Sta 242 / Env 255
Homework 1
Due Tuesday, January 23, 5pm
Please review the Homework Policies.
For this homework, you should be familiar with Chapter 2, Sections 3.1-3.4, Chapter 5 (up to bottom of page 128).
Conceptual exercises in Chapters 2, 3 and 5 are recommended as review. The answers are at the end of each chapter.
Researchers are interested in obtaining intraday information about pollution levels in a specific town. For that, they record, in the same day, two measurements (noon and midnight) at forty random locations. Twenty measurements are taken at noon on the eastern part of the city and twenty are taken at midnight on the western part. The data, pollutant.txt, consist of the day of measurement, the measurement at noon, and the measurement at midnight.
Note that the data is in milligrams of pollutant per cubic meter.
We are interested in making inference about the mean difference in pollutant levels between Noon and Midnight under 2 different scenarios.
Draw boxplots of the data at noon and midnight. Comment on the distributions of the two groups, referencing the center, spread, skewness and outliers as necessary. (Review Section 1.5 of Sleuth for concepts here. An easy way to make the plot, once you have selected "Graph" and "2D-Plot" and "Boxplot", is to select both the Noon column and the Midnight column for the y-axis by holding down shift and clicking on each variable. Be sure to label your axes with descriptive labels and appropriate units of measurement.)
Give a 99% confidence interval for the difference in pollutant levels between noon and midnight. Do this by hand. You can use Splus to check your answer.
Do these data provide sufficient evidence to indicate that the mean difference between Noon and Midnight measurements is less than 3 grams per cubic meter? Clearly write out your null and alternative hypotheses and test using a significance level alpha=0.01. Write out test statistic and rejection region. In one sentence, give the result of your test.
Give and formally interpret the p-value associated with the previous test.
For the remainder of this homework, consider this setting. Say that for each of 20 western locations, a measurement was taken at noon, and a measurement was taken at midnight. (i.e. on day 1, location 1 gave a measurement of 4239 mg/m3 at noon and a measurement at midnight of 3201 mg/m3).
A hint at a future linear regression problem. Produce a plot of the Noon observations on the x-axis and the Midnight observations on the y-axis.

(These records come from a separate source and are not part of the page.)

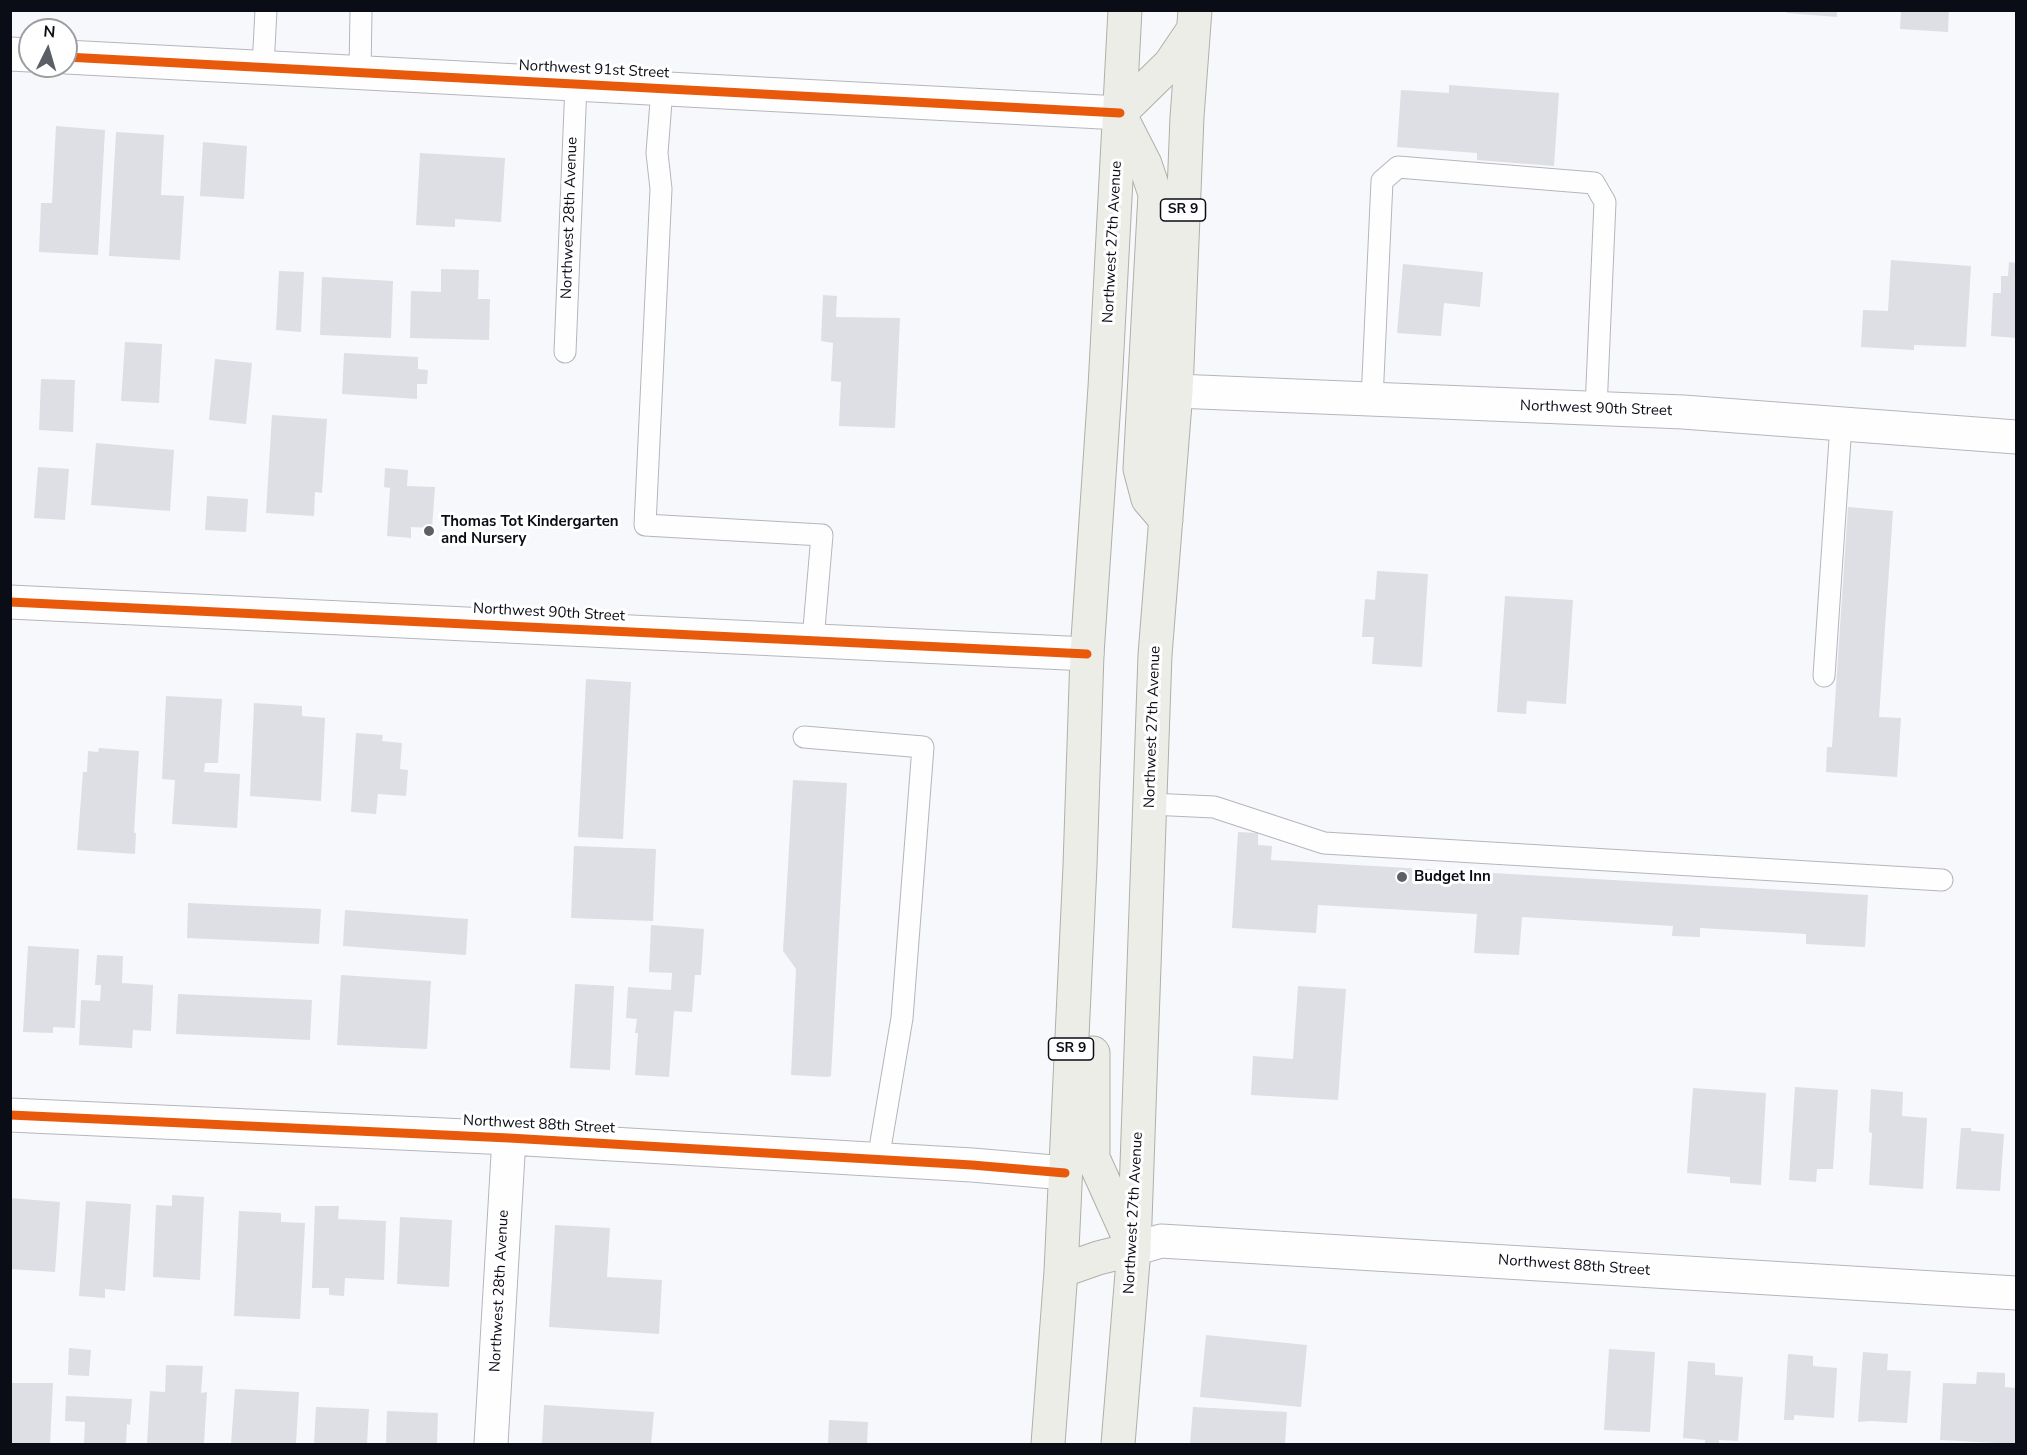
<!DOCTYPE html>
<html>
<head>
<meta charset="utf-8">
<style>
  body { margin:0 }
  #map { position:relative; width:2027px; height:1455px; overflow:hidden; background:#f7f8fb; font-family:"Nunito Sans",sans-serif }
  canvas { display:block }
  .frame { position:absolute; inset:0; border:12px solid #0a0c16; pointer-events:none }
  .north { position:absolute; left:18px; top:18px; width:60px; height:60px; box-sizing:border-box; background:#fff; border:2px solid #9d9ea2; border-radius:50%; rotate:5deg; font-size:16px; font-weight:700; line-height:24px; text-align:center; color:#0a0c16 }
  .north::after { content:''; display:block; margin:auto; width:21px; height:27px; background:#5d5f66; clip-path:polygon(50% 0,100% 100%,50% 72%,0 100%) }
</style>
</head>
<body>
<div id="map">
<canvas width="2027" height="1455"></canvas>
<div class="frame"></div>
<div class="north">N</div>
</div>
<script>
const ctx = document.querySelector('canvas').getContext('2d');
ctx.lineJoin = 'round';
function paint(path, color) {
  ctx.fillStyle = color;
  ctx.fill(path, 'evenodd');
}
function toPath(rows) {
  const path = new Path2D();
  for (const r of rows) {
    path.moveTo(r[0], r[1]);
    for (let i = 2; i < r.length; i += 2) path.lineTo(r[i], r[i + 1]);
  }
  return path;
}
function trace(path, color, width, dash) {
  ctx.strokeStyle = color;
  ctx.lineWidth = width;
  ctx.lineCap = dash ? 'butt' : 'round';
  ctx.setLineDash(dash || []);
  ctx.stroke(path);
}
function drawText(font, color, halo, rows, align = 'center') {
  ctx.font = font + ' "Nunito Sans",sans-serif';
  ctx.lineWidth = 6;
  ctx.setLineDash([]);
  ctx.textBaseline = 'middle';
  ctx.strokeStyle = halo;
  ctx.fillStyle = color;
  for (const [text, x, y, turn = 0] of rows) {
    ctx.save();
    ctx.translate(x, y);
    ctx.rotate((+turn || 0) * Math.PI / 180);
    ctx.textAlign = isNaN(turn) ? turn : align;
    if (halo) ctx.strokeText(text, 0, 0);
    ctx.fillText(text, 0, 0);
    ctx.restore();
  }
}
paint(toPath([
  [1787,10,1837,10,1837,17,1787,13],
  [1901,10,1949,10,1948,32,1900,29],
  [1449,85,1559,93,1554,166,1477,160,1477,153,1397,147,1401,90,1449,93],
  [56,126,105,130,98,255,39,252,41,203,52,203],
  [116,132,164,135,161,195,184,196,180,260,109,256],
  [203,142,247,146,244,199,200,196],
  [420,153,505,158,501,222,455,219,455,227,416,225],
  [1891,260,1971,266,1966,347,1914,345,1914,350,1861,347,1863,310,1888,311],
  [2009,262,2016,263,2016,338,1991,336,1993,293,2001,293,2001,276,2008,276],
  [1403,264,1483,272,1480,307,1444,303,1441,336,1397,333],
  [441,269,479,270,478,299,490,299,489,340,410,338,411,291,441,292],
  [279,271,304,272,301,332,276,330],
  [322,277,393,281,391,338,320,335],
  [823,295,837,296,836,317,900,318,895,428,839,426,841,382,831,381,833,343,821,341],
  [125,342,162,344,159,403,121,401],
  [344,353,418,357,418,369,428,370,427,384,417,384,417,399,342,394],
  [215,359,252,363,246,424,209,420],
  [41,379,75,380,73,432,39,430],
  [272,415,327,419,322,493,315,492,314,516,266,513],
  [96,443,174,450,170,511,91,505],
  [38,467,69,469,65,520,34,518],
  [385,468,408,470,407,486,435,487,432,528,411,527,411,538,387,536,390,488,384,487],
  [207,496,248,499,246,532,205,530],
  [1848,507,1893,511,1879,717,1901,718,1897,777,1826,772,1827,747,1832,747],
  [1377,571,1428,574,1422,667,1372,664,1374,637,1362,637,1365,599,1375,600],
  [1505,596,1573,600,1566,704,1527,701,1526,714,1497,712],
  [586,679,631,682,623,839,578,837],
  [166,696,222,699,218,763,205,763,204,772,240,774,237,828,172,824,175,780,162,779],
  [254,703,302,706,302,716,325,718,321,801,250,796],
  [356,733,383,735,382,741,402,743,400,769,408,770,406,796,378,794,376,814,351,812],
  [99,748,139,751,134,833,136,833,135,854,77,850,83,772,87,772,88,751,98,752],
  [793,780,847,783,831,1076,828,1077,791,1075,796,969,783,951],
  [1238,832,1258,833,1258,845,1272,846,1271,860,1868,895,1865,947,1806,944,1806,934,1700,928,1700,937,1672,936,1673,926,1522,917,1519,955,1474,953,1477,914,1318,905,1316,933,1232,928],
  [574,846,656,849,653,921,571,918],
  [188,903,321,909,319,944,187,938],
  [345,910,468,919,466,955,343,946],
  [651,925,704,929,701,975,695,975,692,1012,674,1011,669,1077,635,1075,638,1033,635,1033,637,1019,626,1018,628,987,671,990,672,973,649,972],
  [28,946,79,949,75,1028,53,1027,53,1033,23,1032],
  [97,955,123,956,122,983,153,985,151,1031,133,1030,132,1048,79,1045,81,1000,100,1001,101,985,95,985],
  [341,975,431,981,427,1049,337,1045],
  [575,984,614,986,610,1070,570,1068],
  [1298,986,1346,989,1338,1100,1251,1095,1253,1056,1293,1059],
  [178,994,312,1000,310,1040,176,1034],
  [1795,1087,1838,1090,1833,1169,1817,1169,1816,1182,1789,1180],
  [1693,1088,1766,1093,1761,1185,1730,1183,1730,1177,1687,1173],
  [1871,1089,1903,1092,1902,1116,1927,1118,1923,1189,1869,1185,1872,1133,1869,1132],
  [1961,1128,1971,1128,1971,1131,2004,1134,2000,1191,1956,1189],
  [172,1195,204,1197,200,1280,153,1277,156,1205,172,1206],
  [10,1198,60,1202,55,1272,10,1269],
  [86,1201,131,1204,125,1291,105,1289,105,1298,79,1296],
  [315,1206,339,1206,338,1219,386,1221,384,1280,345,1278,344,1296,329,1295,329,1288,312,1288],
  [239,1211,281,1213,281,1222,305,1223,300,1319,234,1316],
  [400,1217,452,1220,449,1287,397,1284],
  [555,1225,610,1228,607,1277,662,1280,659,1334,549,1327],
  [1206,1335,1307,1345,1301,1407,1200,1397],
  [69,1348,91,1350,89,1376,68,1375],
  [1609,1349,1655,1352,1650,1432,1604,1430],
  [1863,1352,1888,1354,1887,1370,1911,1371,1907,1423,1871,1421,1858,1422],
  [1788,1354,1813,1356,1813,1366,1837,1368,1834,1418,1794,1415,1794,1420,1784,1420],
  [1688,1361,1715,1363,1715,1375,1743,1377,1738,1441,1719,1440,1719,1444,1705,1444,1705,1440,1683,1438],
  [166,1365,203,1366,201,1393,207,1392,204,1444,147,1444,150,1391,165,1392],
  [1977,1372,2005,1373,2005,1387,2016,1388,2016,1444,1940,1440,1943,1383,1976,1384],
  [10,1383,53,1383,50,1444,10,1444],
  [235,1389,299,1392,296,1444,231,1444],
  [66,1396,132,1399,130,1425,127,1424,126,1444,84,1444,85,1422,65,1421],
  [544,1405,654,1412,651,1444,542,1444],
  [316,1407,369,1409,367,1444,314,1444],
  [1193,1407,1287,1412,1285,1444,1190,1444],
  [387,1411,438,1413,437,1444,386,1444],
  [829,1420,868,1422,867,1444,828,1444]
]), '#dddfe5');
const service = toPath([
  [263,67,266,10],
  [360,73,361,10],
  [662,89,657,153,661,189,645,525,822,535,813,640],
  [565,352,576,84],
  [1372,400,1382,181,1398,167,1594,183,1605,202,1596,409],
  [1824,676,1841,424],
  [804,737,923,747,902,1018,878,1160],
  [1150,804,1214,807,1324,843,1942,880]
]);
const minor = toPath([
  [10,54,30,55],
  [66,57,1120,113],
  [1176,391,1683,412,2016,437],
  [10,602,1087,654],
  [10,1115,509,1138,972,1165,1065,1173],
  [1134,1249,1161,1241,2016,1293],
  [491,1444,509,1138]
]);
const primary = toPath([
  [1120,113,1170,64,1193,30],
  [1120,115,1145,164,1155,194,1140,469,1148,499,1166,520],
  [1061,1271,1098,1258,1134,1249,1093,1158,1093,1053],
  [1048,1444,1061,1271,1080,866,1087,654,1105,387,1125,10],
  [1118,1444,1134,1249,1155,655,1176,391,1187,117,1195,10]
]);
trace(service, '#b5b6bd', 23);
trace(minor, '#b5b6bd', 35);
trace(primary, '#b0b0a9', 35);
trace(service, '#fefefe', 21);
trace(minor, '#fefefe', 33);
trace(primary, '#edede8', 33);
trace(toPath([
  [66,57,1120,113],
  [10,602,1087,654],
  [10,1115,509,1138,972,1165,1065,1173]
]), '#e8590c', 9);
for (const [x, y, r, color] of [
  [429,531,6,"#5d5f66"],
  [1402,877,6,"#5d5f66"]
]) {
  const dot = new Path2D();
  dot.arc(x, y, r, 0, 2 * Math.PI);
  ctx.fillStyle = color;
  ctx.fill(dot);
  trace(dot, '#fff', 2);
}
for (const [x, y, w] of [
  [1183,210,45],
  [1071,1049,45]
]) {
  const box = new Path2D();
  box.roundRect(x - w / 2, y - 11, w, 22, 4.5);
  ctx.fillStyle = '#fff';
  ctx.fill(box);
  trace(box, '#0a0c16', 1.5);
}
drawText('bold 14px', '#0a0c16', null, [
  ["SR 9",1183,210],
  ["SR 9",1071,1049]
]);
drawText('15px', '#0a0c16', '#fff', [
  ["Northwest 91st Street",594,70,3],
  ["Northwest 28th Avenue",570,218,-88],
  ["Northwest 27th Avenue",1113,242,-87],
  ["Northwest 90th Street",1596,409,2],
  ["Northwest 90th Street",549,613,3],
  ["Northwest 27th Avenue",1153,727,-88],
  ["Northwest 88th Street",539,1125,3],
  ["Northwest 27th Avenue",1134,1213,-87],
  ["Northwest 88th Street",1574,1266,4],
  ["Northwest 28th Avenue",500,1291,-87]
]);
drawText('bold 15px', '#0a0c16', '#fff', [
  ["Thomas Tot Kindergarten",441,522],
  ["and Nursery",441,539],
  ["Budget Inn",1414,877]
], 'left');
</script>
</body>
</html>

You will do this plot using the "Command Line" in Splus. Let's say your dataset "pollutant" has 3 variables, labeled "DayNum", "Noon", and "Midnight". Enter the following commands:
> attach(pollutant)
> par(pty="s")
> plot(Noon, Midnight, main="Noon and Midnight Values \n for 20 locations",xlab="Noon (mg/m3)", ylab="Midnight (mg/m3)")
The command, pty="s", ensures a square plot. Why is this beneficial to answer this question?
The command "attach" lets you refer to the variable names individually in the command line.
If at each of the 20 locations, the pairs of Noon and Midnight observations were close to each other, what would the plot look like? Give the equation for a line fitting the data in this case.
Sketch a graph in which Midnight measurements are systematically higher than Noon measurements.
Dissolved oxygen analysis measures the amount of gaseous oxygen (O2) dissolved in an aqueous solution. Dissolved oxygen can range from 0-18 parts per million (ppm), but most natural water systems require 5-6 parts per million to support a diverse population. As dissolved oxygen levels in water drop below 5.0 ppm, aquatic life is put under stress.
10 replicate water samples were taken at each of four locations in a river to determine whether the quantity of dissolved oxygen varied from one location to another (the higher the level of pollution, the lower the dissolved oxygen reading).
Location 1 was adjacent to the wastewater discharge point for a certain industrial plant. Locations 2, 3, 4 were selected at points 10, 20, and 30 miles downstream from this discharge point. The resulting data appear in water.txt, where Column 1 is the dissolved oxygen concentration in ppm, and Column 2 is the location number.
For this problem, put all plots on 1 page, and label it "Problem 2 Plots"
Make side by side boxplots of the four groups.
Make normal probability plots of the four groups.
Perform a one-way ANOVA to determine whether there is sufficient evidence that values for mean dissolved oxygen content differ significantly among the four locations.
Write out the null and alternative hypotheses using statistical notation.
Construct an analysis of variance table for the data analogous to Display 5.9 on p. 121.
Summarize the result of the test in a couple of sentences, giving the F-statistic, its p-value and your interpretation of the results.
How big of a difference in mean dissolved oxygen content is seen between location 1 and location 4? Give a confidence interval. (Review Display 5.6, p. 116 of Sleuth.)
Plot the residuals of the ANOVA against the estimated means, and comment on the fit of the model. (Review Section 5.4.2 of Sleuth and Conceptual Exercise #7 on page 135.)
Comment on how well the model meets each of the four ANOVA assumptions. In particular, critique the assumption of independence between groups in this sampling scheme.